Arc Forumnew | comments | leaders | submitlogin
3 points by almkglor 6089 days ago | link | parent

>> we've gotta make ourselves one of those nifty profilers for Arc.

True, true. I was optimizing random functions in treeparse, but didn't get a boost in speed until you suggested optimizing 'many.



1 point by almkglor 6089 days ago | link

It seems that 'many is the low-hanging fruit of optimization. I've since gotten an 8-paragraph lorem ipsum piece, totalling about 5k, which renders in 3-4 seconds (about around 3800msec).

Hmm. Profiler.

I'm not 100% sure but maybe the fact that nearly all the composing parsers decompose the return value of sub-parsers, then recompose the return value, might be slowing it down? Maybe have parsers accept an optional return value argument, which 'return will fill in (instead of creating its own) might reduce significantly the memory consumption (assuming it's GC which is slowing it down)?

mockup:

  (def parser-function (remaining (o retval (list nil nil nil)))
    (....)
    (return parsed li actions retval))

  (def many-r (parser remaining acc act-acc (o retval (list nil nil nil)))
      (while (parse parser remaining retval)
        ; parsed
        (lconc acc (copy (car retval)))
        ; actions
        (lconc act-acc (copy (car:cdr:cdr retval)))
        (= remaining (car:cdr scratch)))
      (return (car acc) remaining (car act-acc) retval))
Removing 'actions might help too - we can now use just a plain 'cons cell, with car == parsed and cdr == remaining.

-----

1 point by raymyers 6089 days ago | link

I tried taking out actions for the heck of it. Removing them yields roughly a 30% speed increase on this benchmark:

  (time (do ((many anything) (range 1 5000)) nil))
Using the following method, we can keep actions as a feature but still get the 30% speedup when we don't use them.

  (def many (parser)
    "Parser is repeated zero or more times."
    (fn (remaining) (many-r parser remaining (tconc-new) nil)))
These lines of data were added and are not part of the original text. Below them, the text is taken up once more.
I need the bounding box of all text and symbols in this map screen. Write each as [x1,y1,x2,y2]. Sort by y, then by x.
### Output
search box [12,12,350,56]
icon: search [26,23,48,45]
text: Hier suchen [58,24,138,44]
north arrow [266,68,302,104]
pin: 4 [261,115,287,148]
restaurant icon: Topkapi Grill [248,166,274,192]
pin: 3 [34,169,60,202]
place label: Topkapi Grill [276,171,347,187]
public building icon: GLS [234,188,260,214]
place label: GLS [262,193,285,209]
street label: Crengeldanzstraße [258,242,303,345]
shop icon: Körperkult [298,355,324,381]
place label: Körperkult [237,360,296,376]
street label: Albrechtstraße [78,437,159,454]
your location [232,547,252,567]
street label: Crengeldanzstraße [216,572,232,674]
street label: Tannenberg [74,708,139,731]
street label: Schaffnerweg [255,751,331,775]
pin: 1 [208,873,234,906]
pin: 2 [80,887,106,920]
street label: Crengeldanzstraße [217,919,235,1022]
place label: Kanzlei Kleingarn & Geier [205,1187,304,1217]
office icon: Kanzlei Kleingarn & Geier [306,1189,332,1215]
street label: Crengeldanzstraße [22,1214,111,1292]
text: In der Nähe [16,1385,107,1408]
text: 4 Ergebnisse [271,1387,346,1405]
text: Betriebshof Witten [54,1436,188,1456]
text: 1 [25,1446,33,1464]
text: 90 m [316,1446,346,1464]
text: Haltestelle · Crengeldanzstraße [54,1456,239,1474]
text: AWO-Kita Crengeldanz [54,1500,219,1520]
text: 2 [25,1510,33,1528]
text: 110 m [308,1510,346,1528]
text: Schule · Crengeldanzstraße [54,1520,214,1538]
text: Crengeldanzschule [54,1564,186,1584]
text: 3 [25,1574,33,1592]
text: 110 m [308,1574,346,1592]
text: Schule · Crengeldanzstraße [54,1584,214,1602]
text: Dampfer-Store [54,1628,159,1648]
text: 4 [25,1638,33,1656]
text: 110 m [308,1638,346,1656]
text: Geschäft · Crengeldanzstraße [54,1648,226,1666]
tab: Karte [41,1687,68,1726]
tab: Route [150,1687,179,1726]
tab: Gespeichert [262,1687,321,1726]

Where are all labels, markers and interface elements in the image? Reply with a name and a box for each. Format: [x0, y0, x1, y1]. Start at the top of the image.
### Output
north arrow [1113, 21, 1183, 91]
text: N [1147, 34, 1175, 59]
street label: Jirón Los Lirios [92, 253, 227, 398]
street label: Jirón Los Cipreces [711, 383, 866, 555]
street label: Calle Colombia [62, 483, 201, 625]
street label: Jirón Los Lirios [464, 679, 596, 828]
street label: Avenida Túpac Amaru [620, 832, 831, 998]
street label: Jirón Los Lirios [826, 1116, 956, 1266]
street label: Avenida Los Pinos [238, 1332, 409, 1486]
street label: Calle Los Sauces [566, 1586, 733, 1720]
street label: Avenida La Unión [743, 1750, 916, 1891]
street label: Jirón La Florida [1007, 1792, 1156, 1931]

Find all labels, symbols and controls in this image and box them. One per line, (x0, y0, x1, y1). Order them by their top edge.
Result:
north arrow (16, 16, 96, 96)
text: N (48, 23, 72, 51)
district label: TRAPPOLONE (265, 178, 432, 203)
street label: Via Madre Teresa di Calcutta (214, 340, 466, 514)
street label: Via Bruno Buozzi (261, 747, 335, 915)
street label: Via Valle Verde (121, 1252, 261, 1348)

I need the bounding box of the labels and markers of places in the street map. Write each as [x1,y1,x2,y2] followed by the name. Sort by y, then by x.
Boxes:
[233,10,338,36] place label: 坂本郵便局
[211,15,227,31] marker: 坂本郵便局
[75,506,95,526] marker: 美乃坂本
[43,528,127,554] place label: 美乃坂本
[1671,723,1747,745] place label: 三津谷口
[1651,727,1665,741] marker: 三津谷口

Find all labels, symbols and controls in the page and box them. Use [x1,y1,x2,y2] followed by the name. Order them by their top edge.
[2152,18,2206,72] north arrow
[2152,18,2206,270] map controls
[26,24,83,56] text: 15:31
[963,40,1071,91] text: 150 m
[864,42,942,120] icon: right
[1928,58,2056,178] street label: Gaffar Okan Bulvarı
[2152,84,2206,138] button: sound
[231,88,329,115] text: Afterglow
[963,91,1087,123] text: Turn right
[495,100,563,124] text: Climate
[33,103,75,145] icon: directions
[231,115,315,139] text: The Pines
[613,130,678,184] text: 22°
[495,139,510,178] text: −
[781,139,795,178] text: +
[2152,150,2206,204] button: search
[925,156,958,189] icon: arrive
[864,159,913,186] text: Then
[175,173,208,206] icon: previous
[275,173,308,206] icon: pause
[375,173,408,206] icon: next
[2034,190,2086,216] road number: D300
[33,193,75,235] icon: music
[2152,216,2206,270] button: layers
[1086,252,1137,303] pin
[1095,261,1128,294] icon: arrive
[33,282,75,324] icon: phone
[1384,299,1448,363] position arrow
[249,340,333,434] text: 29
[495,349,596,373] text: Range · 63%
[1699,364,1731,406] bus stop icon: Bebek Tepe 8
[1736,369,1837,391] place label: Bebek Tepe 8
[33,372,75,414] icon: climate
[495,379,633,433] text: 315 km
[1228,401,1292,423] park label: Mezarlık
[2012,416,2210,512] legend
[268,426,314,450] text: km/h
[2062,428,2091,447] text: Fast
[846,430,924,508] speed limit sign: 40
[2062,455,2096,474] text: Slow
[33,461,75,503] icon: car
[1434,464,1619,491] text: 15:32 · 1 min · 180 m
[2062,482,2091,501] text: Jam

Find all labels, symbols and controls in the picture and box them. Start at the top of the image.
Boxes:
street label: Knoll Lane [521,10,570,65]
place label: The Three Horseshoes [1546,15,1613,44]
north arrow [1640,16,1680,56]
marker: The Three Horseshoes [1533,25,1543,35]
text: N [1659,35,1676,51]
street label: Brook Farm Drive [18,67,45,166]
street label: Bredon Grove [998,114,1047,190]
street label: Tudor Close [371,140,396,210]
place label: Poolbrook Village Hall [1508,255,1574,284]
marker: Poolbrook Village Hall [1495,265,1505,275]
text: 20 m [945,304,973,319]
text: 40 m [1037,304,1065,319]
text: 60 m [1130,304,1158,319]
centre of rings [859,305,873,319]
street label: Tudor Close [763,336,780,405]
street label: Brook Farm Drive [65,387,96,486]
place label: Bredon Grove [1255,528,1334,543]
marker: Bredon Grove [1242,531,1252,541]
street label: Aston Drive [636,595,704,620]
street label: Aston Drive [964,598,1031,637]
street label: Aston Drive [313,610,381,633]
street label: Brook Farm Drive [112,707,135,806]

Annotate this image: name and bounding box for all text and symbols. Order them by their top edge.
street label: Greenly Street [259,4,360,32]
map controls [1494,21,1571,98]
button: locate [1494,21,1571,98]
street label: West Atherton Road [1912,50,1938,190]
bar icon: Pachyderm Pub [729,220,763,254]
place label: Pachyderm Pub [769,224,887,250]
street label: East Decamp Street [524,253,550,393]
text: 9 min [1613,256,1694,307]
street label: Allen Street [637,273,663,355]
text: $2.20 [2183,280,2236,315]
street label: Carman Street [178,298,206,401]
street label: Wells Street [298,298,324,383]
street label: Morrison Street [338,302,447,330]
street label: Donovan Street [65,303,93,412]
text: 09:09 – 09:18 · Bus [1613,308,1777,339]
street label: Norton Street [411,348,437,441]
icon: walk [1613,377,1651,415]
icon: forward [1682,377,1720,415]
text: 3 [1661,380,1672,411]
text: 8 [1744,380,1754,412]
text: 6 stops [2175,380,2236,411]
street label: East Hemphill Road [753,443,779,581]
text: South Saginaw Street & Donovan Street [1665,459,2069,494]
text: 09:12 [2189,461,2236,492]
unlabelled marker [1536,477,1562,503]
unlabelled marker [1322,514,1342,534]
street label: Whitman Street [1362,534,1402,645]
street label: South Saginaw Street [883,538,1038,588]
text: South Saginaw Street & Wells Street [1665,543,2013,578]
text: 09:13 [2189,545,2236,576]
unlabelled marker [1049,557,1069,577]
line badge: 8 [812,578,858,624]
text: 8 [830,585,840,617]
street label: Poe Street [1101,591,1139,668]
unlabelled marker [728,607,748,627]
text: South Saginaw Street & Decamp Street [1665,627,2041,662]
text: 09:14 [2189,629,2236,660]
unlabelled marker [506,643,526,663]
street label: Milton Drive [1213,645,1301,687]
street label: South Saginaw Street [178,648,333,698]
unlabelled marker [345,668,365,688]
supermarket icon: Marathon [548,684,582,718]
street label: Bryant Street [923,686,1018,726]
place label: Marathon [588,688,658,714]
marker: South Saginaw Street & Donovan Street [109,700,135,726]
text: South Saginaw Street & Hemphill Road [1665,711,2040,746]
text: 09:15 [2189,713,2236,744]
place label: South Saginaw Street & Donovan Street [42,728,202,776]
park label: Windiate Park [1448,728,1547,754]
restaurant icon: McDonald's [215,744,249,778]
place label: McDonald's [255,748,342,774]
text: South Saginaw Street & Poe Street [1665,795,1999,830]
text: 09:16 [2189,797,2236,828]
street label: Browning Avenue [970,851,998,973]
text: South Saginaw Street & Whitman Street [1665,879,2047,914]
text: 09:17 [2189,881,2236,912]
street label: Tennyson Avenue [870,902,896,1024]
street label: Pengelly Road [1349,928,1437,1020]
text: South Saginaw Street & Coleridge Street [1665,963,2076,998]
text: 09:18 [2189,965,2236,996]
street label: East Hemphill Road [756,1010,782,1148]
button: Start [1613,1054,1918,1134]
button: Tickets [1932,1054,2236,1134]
  (def many-r (parser li acc act-acc)
    (iflet (parsed remaining actions) (parse parser li)
           (many-r parser remaining
                   (lconc acc (copy parsed))
                   (if actions (join act-acc actions) act-acc))
           (return (car acc) li act-acc)))
Not bad, but still not as fast as we'd want for processing wiki formatting on the fly...

ed: Yes. act-acc, not (car act-acc).

-----

1 point by almkglor 6089 days ago | link

Hmm. If you remove 'actions, how about also trying to use just a single 'cons cell:

  (iflet (parsed . remaining) (parse parser remaining)
    ...)

  (def return (parsed remaining)
    (cons parsed remaining))
?

If the speed increase is that large on that testbench, it might very well be due to garbage collection.

This might be an interesting page for our problem here ^^

http://www.valuedlessons.com/2008/03/why-are-my-monads-so-sl...

-----

1 point by raymyers 6089 days ago | link

Tried changing the list to a single cons cell. I did not see any additional performance boost.

-----

1 point by almkglor 6089 days ago | link

  (def many-r (parser li acc act-acc)
    (iflet (parsed remaining actions) (parse parser li)
           (many-r parser remaining
                   (lconc acc (copy parsed))
                   (if actions (join act-acc actions) act-acc))
           (return (car acc) li (car act-acc))))
s/(car act-acc)/act-acc maybe?

Personally I don't mind losing 'actions, it does seem that 'filt would be better ^^.

-----

1 point by almkglor 6089 days ago | link

I tested this on my 8-paragraph 5000-char lorem ipsum page, and the run dropped down to about 3400msec (from 3800 msec).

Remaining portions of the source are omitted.